Dataset entries ▸
'''

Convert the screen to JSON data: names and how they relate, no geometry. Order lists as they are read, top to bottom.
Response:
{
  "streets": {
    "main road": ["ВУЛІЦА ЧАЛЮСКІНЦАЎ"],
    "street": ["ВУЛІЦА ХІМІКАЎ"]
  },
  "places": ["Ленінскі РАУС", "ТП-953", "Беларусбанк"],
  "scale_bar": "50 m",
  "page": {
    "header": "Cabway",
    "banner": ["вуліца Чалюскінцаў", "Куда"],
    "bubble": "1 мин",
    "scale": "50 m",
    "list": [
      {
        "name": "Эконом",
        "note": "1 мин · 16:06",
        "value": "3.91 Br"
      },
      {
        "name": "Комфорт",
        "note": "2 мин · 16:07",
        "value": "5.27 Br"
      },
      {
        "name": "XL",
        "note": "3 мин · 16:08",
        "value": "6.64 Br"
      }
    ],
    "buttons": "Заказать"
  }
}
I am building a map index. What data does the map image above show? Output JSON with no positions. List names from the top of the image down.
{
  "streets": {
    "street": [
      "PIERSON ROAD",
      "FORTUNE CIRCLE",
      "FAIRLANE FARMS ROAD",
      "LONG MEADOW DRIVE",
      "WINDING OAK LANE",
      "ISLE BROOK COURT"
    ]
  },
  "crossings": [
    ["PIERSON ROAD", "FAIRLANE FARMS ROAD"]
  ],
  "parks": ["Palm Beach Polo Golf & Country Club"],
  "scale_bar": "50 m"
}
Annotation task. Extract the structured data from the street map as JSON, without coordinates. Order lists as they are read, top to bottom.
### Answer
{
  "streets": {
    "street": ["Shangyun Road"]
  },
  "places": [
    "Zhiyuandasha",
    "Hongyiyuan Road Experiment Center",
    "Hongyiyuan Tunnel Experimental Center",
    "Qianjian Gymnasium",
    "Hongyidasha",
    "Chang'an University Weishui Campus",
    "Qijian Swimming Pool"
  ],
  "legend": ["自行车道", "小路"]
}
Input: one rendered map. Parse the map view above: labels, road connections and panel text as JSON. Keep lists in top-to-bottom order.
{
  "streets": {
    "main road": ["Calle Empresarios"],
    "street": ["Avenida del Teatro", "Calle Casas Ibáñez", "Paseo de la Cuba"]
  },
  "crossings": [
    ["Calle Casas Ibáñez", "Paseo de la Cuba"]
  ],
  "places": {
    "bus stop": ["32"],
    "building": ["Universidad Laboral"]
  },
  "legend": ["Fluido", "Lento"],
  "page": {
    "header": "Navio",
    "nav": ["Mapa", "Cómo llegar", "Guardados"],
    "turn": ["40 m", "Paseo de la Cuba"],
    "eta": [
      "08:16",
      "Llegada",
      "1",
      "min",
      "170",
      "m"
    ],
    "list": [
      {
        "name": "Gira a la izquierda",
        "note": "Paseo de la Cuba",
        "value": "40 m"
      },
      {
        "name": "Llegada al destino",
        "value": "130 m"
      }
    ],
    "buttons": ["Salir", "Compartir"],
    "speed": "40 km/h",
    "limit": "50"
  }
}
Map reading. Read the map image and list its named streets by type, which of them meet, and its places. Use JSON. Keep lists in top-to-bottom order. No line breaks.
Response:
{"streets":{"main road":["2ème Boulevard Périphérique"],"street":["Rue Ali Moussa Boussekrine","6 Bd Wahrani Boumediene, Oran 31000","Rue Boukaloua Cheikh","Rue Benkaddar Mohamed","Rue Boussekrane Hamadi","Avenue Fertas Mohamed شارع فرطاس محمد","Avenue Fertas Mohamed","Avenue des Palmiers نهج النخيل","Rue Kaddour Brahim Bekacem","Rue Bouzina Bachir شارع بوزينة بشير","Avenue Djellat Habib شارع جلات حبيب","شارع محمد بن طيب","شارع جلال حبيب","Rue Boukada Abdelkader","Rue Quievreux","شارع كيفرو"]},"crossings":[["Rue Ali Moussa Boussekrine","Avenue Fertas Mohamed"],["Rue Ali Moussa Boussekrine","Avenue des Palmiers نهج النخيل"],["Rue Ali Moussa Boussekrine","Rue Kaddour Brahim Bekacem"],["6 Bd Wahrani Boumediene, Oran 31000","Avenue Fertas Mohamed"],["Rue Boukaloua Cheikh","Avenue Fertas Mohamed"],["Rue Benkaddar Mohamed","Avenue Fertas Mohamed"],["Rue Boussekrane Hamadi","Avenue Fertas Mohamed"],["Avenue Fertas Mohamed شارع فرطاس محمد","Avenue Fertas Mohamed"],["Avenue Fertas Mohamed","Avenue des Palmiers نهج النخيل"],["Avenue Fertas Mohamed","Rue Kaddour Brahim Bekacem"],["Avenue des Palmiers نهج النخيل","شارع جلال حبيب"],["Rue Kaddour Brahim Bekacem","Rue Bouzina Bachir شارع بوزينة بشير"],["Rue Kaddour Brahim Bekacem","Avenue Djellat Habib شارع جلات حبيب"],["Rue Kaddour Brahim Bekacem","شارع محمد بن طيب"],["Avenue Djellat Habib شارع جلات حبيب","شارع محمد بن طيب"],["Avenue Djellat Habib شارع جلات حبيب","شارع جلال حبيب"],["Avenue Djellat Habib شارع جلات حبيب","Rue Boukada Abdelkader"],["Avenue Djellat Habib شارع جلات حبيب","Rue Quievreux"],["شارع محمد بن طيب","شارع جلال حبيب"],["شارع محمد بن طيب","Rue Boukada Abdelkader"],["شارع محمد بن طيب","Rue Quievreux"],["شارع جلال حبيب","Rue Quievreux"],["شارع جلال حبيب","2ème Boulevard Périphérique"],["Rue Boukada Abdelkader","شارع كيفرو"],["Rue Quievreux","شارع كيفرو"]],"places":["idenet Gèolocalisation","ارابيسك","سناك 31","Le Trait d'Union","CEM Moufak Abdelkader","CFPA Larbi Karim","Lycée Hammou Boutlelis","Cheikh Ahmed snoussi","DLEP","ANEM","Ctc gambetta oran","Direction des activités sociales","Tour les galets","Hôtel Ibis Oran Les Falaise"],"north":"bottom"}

'''

What to produce ▸ Where the string "they" appears in a line of the entries above, return that line.

Solution to the exercise ▸
Convert the screen to JSON data: names and how they relate, no geometry. Order lists as they are read, top to bottom.
Annotation task. Extract the structured data from the street map as JSON, without coordinates. Order lists as they are read, top to bottom.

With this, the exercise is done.